Jorge Méndez Blake
MUSEO UNIVERSITARIO ARTE CONTEMPORANEO (MUAC)
Insurgentes Sur 3000, Centro Cultural Universitario, Delegación Coyoacán
May 23–September 20
Jorge Méndez Blake's work has always incorporated architecture, books, and archive fever as a haunting exquisite corpse. Perhaps this is best distilled in his recent exhibition, "Topographical Transferrals from the National Library," in Mexico City. Here the artist plays with the physical act of translation, which, as in his video The Topographer (Marking a Series of Points from the National Library to the University Museum of Contemporary Art), 2015, can be quite a painful and arduous process: In the piece, Méndez Blake attempts to move straight through the brush between the National Library and this museum. Also addressed is the act of translating works by memory: The artist invites us to choose a couple of verses from poetry books at the aforementioned library, memorize them, then retype them inside the museum. Finally there is the act of transmitting ideas from one medium to another, most successfully enacted in The Great Poem of Twentieth Century (Mexico), 2015, where he converts each millimeter of each letter from the titles of twentieth-century Mexican poems available at the library into a sculptural installation of thin aluminum poles.
The exhibition circulates among institutions—invasion or hospitable permeability?—and thereby changes our way of perceiving each space as well.
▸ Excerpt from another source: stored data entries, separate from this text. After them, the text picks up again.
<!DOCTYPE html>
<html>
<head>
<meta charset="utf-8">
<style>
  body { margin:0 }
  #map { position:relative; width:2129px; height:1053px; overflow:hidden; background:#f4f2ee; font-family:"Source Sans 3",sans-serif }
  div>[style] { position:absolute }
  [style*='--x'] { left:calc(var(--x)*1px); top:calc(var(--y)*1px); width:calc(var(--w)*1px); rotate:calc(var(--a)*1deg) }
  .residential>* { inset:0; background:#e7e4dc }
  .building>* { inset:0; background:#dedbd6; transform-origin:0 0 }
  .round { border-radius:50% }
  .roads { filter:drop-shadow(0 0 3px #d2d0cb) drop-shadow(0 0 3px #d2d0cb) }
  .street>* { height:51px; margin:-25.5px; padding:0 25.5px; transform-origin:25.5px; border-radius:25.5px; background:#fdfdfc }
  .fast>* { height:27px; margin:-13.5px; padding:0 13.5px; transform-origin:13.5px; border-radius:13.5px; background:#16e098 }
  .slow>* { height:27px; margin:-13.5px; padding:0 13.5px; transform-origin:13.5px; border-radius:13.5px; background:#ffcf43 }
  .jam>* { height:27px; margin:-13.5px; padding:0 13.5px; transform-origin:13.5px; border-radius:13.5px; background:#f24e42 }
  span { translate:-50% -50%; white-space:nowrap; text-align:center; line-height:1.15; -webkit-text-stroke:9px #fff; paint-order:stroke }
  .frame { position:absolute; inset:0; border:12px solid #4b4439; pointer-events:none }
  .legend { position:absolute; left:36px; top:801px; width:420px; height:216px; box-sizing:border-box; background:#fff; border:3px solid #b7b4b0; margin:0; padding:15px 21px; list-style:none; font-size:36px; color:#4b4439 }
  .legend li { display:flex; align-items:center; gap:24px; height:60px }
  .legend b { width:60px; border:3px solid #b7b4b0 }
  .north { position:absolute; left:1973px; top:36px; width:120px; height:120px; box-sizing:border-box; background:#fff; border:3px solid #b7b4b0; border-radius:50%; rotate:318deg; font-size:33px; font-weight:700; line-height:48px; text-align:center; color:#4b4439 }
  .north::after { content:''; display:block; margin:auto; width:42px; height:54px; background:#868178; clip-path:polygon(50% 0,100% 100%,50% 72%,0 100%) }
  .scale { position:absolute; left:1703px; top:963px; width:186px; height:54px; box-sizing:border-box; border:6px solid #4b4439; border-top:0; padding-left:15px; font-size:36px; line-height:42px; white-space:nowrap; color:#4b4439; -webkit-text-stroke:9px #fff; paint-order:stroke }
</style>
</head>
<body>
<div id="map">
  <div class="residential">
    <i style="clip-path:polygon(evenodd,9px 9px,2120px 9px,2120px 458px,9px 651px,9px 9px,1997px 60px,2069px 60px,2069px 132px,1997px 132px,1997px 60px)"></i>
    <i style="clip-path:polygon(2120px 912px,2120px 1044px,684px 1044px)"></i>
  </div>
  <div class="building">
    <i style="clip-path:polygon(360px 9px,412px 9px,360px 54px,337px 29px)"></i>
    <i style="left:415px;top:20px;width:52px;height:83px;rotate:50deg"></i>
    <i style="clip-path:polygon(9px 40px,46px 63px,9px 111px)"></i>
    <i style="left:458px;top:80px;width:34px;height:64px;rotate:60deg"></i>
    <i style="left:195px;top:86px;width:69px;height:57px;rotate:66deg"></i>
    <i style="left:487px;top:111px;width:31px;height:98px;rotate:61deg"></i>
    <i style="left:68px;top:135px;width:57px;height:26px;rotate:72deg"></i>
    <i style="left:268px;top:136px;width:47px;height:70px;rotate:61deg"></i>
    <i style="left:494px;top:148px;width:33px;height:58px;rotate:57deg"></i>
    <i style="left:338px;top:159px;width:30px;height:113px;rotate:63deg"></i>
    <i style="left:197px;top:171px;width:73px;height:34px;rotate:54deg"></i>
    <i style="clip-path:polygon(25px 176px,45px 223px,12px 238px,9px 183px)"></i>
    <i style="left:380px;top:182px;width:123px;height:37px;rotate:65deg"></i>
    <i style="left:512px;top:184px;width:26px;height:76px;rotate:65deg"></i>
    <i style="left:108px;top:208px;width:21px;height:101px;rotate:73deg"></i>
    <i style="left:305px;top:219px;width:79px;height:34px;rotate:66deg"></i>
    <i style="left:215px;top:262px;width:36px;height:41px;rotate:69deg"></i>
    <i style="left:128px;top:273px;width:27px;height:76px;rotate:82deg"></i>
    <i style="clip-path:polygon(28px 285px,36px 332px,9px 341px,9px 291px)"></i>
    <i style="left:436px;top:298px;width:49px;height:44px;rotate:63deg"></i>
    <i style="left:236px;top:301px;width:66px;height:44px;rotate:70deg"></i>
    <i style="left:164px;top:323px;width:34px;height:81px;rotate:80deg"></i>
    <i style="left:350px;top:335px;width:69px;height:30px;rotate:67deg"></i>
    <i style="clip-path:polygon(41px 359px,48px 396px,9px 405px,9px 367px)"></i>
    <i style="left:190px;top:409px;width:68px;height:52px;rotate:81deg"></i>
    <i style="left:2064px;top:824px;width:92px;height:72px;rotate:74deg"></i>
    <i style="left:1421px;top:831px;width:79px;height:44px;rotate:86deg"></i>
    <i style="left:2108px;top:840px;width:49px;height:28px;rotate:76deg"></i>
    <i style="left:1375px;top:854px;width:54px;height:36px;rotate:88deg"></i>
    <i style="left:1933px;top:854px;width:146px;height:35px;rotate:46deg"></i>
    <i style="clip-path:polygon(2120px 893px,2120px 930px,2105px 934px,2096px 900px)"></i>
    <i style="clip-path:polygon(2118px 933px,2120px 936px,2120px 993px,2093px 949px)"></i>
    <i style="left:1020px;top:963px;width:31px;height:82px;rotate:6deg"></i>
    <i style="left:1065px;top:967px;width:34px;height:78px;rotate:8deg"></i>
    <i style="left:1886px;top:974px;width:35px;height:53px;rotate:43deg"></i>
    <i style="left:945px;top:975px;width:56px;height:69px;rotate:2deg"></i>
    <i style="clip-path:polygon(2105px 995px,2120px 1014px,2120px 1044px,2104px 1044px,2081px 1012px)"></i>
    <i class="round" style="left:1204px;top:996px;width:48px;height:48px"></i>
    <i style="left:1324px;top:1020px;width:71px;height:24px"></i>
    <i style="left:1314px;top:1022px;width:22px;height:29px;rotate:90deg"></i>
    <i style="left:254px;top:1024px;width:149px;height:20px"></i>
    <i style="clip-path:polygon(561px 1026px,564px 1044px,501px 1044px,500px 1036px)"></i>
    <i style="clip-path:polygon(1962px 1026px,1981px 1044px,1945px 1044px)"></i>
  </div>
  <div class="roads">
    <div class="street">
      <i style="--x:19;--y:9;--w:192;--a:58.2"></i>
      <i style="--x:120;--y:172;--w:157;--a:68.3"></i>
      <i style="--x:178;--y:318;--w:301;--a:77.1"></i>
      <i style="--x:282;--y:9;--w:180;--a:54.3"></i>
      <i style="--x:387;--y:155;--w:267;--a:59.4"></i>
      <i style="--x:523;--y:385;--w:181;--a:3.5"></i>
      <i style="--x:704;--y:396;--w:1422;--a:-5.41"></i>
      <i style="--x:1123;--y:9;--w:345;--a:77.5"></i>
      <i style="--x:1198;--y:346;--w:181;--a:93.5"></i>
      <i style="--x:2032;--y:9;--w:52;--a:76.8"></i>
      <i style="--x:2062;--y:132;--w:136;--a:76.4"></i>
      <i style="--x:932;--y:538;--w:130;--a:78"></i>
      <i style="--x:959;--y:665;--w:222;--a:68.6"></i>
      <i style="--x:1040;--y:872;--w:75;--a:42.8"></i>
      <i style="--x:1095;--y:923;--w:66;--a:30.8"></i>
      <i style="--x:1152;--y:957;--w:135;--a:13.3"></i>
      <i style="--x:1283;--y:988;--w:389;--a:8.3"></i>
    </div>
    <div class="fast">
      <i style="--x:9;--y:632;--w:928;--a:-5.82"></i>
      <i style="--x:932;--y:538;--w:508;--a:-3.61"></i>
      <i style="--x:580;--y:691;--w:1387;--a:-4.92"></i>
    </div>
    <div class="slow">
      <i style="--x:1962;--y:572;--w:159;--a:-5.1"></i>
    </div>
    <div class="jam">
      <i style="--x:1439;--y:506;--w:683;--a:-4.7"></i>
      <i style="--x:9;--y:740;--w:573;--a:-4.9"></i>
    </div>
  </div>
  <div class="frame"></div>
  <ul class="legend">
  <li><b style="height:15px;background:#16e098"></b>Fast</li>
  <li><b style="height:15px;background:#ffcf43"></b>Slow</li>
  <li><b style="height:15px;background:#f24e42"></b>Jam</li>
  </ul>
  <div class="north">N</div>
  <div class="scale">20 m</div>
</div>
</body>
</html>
A smart and playful nudge at establishments that often seem like dead repositories—for instance, usually one cannot borrow books from the National Library—the exhibition might first appear a little dry, with a few typewritten verses here, a black-and-white video there, a thick book, and an architectural model of the library, but in the end Méndez Blake reveals that translation, like art, is a relationship that is sometimes difficult but very much alive.